◆ Task input:
-*-
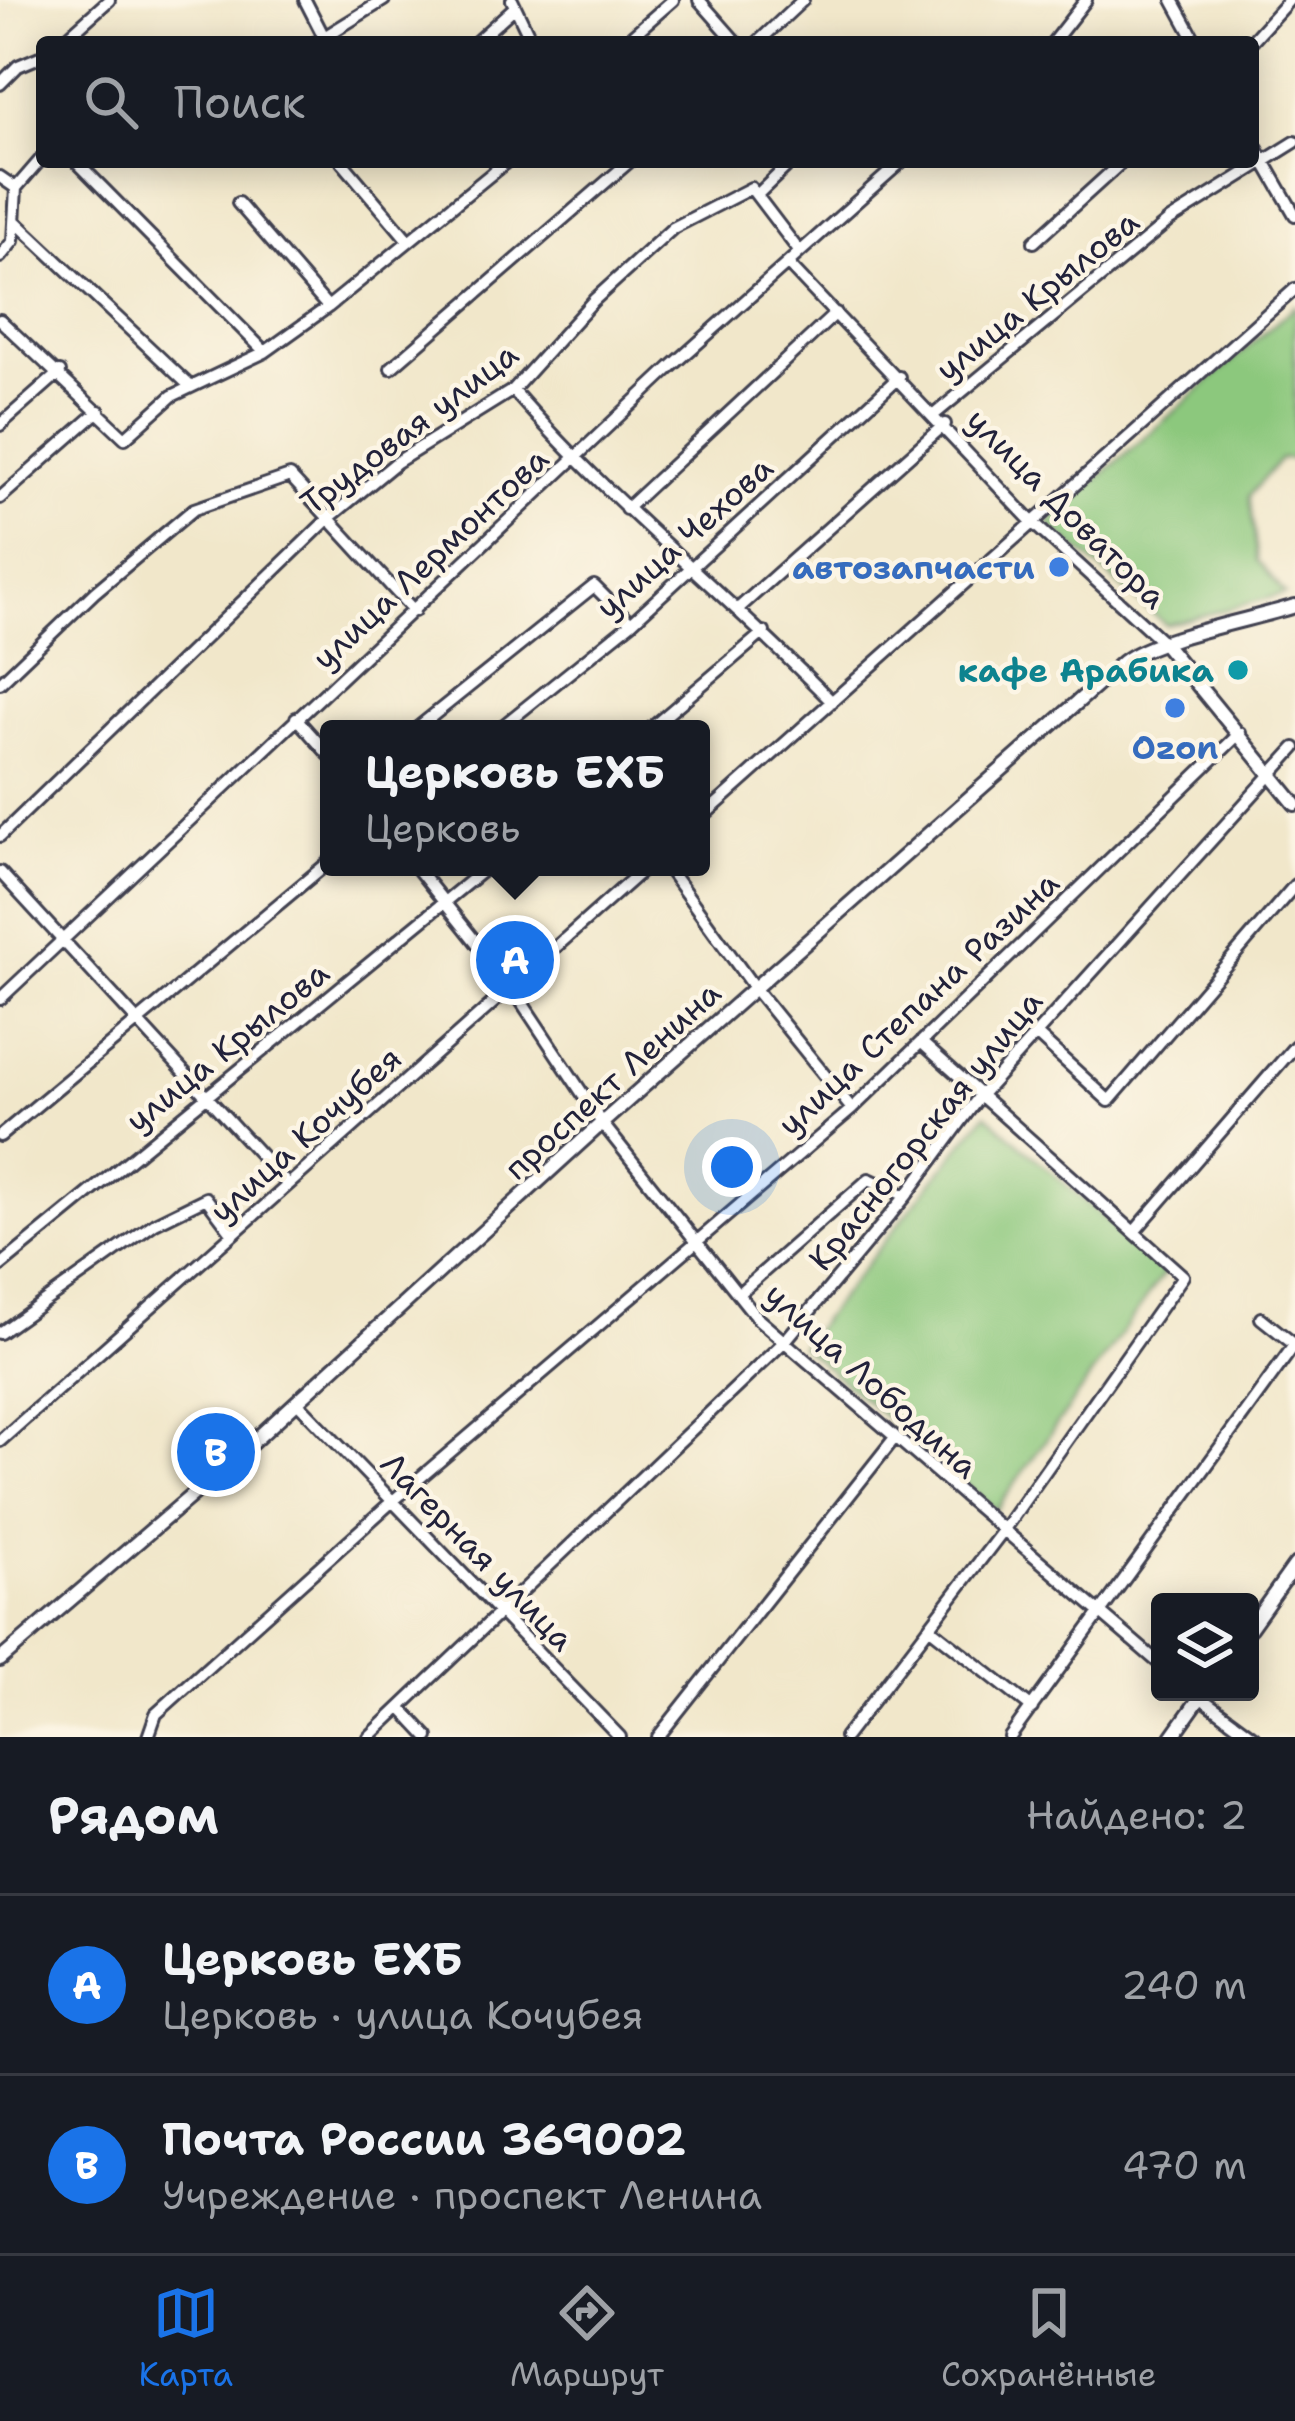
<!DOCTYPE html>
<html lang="ru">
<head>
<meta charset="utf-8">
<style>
	body { margin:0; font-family:"Shantell Sans",sans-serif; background:#242831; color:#f1f3f6 }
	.controls { position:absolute; right:36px; bottom:36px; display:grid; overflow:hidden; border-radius:12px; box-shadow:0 6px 30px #0003 }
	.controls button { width:108px; height:108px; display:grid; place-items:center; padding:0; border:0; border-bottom:3px solid #363941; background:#171b24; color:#f1f3f6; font:60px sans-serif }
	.you { position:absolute; left:732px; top:1167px; width:42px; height:42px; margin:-30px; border:9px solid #fff; border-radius:50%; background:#1a73e8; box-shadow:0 0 0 18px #1a73e833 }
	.badge { display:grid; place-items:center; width:78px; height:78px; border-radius:50%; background:#1a73e8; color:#fff; font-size:39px; font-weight:700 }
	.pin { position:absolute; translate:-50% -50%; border:6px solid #fff; box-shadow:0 3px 12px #0006 }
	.popup { position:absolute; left:320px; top:720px; width:390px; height:156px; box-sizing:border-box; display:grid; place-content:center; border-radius:12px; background:#171b24; filter:drop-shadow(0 3px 9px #0005); font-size:39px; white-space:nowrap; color:#9ea1a6 }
	.popup b { font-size:45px; color:#f1f3f6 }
	.popup::after { content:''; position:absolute; left:50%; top:100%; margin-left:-24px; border:24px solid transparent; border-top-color:#171b24 }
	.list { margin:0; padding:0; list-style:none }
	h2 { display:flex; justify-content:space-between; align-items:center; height:156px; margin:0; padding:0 48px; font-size:51px }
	h2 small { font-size:39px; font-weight:400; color:#9ea1a6 }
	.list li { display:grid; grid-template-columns:78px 1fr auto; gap:36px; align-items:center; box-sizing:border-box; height:180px; padding:0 48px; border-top:3px solid #363941 }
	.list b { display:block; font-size:45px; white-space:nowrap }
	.list p { margin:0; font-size:39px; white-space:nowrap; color:#9ea1a6 }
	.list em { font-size:39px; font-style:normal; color:#9ea1a6 }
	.icon { flex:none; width:66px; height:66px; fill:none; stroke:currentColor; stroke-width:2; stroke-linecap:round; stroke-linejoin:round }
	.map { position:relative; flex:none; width:1295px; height:1737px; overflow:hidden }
	.search { position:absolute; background:#171b24; box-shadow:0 6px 30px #0003; left:36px; right:36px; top:36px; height:132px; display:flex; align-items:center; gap:30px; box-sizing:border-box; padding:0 42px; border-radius:12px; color:#9ea1a6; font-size:45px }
	.sheet { height:516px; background:#171b24 }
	nav { display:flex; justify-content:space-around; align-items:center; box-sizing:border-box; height:168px; border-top:3px solid #363941; background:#171b24; font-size:33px; color:#9ea1a6 }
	nav a { display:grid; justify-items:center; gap:6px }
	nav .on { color:#1a73e8 }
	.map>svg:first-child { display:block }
	.green { fill:#8cc87d; stroke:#57755c; stroke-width:3 }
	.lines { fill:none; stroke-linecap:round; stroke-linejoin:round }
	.minor-casing { stroke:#414050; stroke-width:16 }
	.major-casing { stroke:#414050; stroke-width:18 }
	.minor { stroke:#fff; stroke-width:10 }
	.major { stroke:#fff; stroke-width:12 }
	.shop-dot { fill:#3f7fe0; stroke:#fcf5e5; stroke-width:4.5 }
	.culture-dot { fill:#0f9aa8; stroke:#fcf5e5; stroke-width:4.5 }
	.labels { text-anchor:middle; stroke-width:9; stroke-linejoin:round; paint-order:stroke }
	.street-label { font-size:33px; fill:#22223b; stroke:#fcf5e5 }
	.shop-label { font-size:33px; font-weight:bold; fill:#366cbe; stroke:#fcf5e5; text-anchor:end }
	.culture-label { font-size:33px; font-weight:bold; fill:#0d838f; stroke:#fcf5e5; text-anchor:end }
</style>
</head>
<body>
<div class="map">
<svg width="1295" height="1737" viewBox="0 0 1295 1737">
	<rect width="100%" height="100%" fill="#fcf5e5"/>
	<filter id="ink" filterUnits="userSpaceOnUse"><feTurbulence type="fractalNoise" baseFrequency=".00833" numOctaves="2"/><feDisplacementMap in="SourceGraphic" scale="24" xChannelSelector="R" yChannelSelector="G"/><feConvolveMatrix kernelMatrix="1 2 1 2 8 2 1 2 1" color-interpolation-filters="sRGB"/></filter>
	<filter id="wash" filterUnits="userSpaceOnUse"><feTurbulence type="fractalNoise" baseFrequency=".004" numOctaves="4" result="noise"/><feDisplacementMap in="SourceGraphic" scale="48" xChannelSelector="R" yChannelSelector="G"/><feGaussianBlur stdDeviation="2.7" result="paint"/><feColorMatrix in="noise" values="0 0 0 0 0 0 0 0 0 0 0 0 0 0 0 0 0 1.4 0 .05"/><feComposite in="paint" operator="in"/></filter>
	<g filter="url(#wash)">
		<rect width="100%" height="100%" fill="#f1e7ca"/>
		<path class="green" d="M1295 306V459H1280L1249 496 1258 561 1285 594 1166 625 1047 523Z
			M986 1114 1165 1272 996 1510 801 1346Z"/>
	</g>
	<g filter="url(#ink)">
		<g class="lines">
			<g class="minor-casing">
				<path id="minor" d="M305 0 324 37
					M512 0 532 42
					M699 0 736 42
					M1173 0 1196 42
					M62 42 109 0
					M316 42 384 0
					M476 42 515 7
					M625 42 673 0
					M758 42 803 0
					M1053 42 1086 0
					M1251 42 1289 0
					M0 84 18 66 42 56
					M1253 142 1295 215
					M77 162 265 352
					M342 162 407 239
					M0 177 16 188
					M757 195 791 162
					M238 203 328 307
					M16 222 191 387
					M1034 242 1122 162
					M0 257 13 241 16 188 42 158
					M788 264 1033 523 1162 641
					M0 320 125 438 172 396 265 352 328 307 506 162
					M391 368 629 162
					M513 390C611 503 728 595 832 702
					M935 414 1170 220 1295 142
					M0 425 60 372
					M0 498 99 411
					M626 509 836 313
					M740 607 945 424
					M0 683 95 592 194 509 290 476 414 611
					M296 718 329 755
					M416 729 594 586 631 623
					M499 729 631 623 899 377
					M650 729 764 632
					M701 818 1295 289
					M0 836 329 518 397 462 513 390 594 300 673 228 751 188 799 251
					M416 867 511 986 602 1123 758 1319 1160 1664
					M667 867 755 989 852 1109
					M0 872 288 1185
					M0 999 671 367 901 162
					M1036 1034 1109 1101 1295 885
					M0 1136 329 862
					M1134 1232 1295 1046
					M0 1266 487 867
					M738 1294 869 1179 906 1196
					M1261 1318 1295 1345
					M0 1333 155 1223 206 1198 233 1234
					M298 1403 620 1737
					M0 1441 646 867
					M929 1627 1032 1708
					M1193 1692 1254 1737
					M401 1708 428 1737
					M148 1737 156 1714 387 1506 852 1109 1240 733
					M369 1737 785 1341 906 1196 979 1097 1295 748
					M658 1737 893 1440
					M845 1737 1002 1532 1183 1276 922 1043
					M1010 1737 1295 1344"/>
			</g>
			<g class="major-casing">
				<path id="major" d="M1162 641 1295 804
					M1250 1628 1295 1565
					M0 1660 232 1461 602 1123 1123 662C1153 638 1251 620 1295 606
					M1172 1737 1204 1692"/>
			</g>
			<use href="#minor" class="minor"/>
			<use href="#major" class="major"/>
		</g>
	</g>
	<g class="shop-dot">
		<circle cx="1059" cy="567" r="12"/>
		<circle cx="1175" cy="708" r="12"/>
	</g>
	<circle class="culture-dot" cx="1238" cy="670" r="12"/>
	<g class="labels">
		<g class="street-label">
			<text transform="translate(1037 295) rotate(-39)" y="12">улица Крылова</text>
			<text transform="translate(409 428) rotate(-37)" y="12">Трудовая улица</text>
			<text transform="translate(1067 508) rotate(45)" y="12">улица Доватора</text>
			<text transform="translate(684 537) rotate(-42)" y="12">улица Чехова</text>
			<text transform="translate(430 558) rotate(-43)" y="12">улица Лермонтова</text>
			<text transform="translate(918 1003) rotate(-43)" y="12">улица Степана Разина</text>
			<text transform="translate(227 1046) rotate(-39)" y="12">улица Крылова</text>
			<text transform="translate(612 1080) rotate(-42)" y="12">проспект Ленина</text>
			<text transform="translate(925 1130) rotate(-51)" y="12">Красногорская улица</text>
			<text transform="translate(305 1134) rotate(-42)" y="12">улица Кочубея</text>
			<text transform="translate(872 1380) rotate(42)" y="12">улица Лободина</text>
			<text transform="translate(478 1551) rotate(46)" y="12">Лагерная улица</text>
		</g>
		<g class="shop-label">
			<text x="1035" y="579">автозапчасти</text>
			<text x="1175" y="759" text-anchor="middle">Ozon</text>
		</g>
		<g class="culture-label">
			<text x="1214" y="682">кафе Арабика</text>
		</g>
	</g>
</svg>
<div class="controls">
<button><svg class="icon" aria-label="layers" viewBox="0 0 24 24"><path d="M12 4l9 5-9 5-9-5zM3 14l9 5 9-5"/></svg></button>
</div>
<div class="you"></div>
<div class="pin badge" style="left:515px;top:960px">A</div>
<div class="popup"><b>Церковь ЕХБ</b>Церковь</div>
<div class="pin badge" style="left:216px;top:1452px">B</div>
<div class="search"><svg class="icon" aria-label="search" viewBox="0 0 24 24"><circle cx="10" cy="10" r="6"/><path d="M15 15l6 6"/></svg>Поиск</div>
</div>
<section class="sheet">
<h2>Рядом<small>Найдено: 2</small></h2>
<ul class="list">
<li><span class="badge">A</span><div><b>Церковь ЕХБ</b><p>Церковь · улица Кочубея</p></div><em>240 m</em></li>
<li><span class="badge">B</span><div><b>Почта России 369002</b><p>Учреждение · проспект Ленина</p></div><em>470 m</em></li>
</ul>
</section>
<nav>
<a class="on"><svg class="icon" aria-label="map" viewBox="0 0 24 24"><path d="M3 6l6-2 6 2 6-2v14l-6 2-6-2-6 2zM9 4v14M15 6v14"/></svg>Карта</a>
<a><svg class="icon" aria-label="directions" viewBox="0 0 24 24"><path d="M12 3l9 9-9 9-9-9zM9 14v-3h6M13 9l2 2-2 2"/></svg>Маршрут</a>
<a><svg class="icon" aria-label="saved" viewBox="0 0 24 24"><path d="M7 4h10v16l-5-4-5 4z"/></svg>Сохранённые</a>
</nav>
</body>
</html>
-*-
◆ What you are asked to do: Copy out each line of the data where the string "linecap" appears.

◆ Solved exercise:
	.icon { flex:none; width:66px; height:66px; fill:none; stroke:currentColor; stroke-width:2; stroke-linecap:round; stroke-linejoin:round }
	.lines { fill:none; stroke-linecap:round; stroke-linejoin:round }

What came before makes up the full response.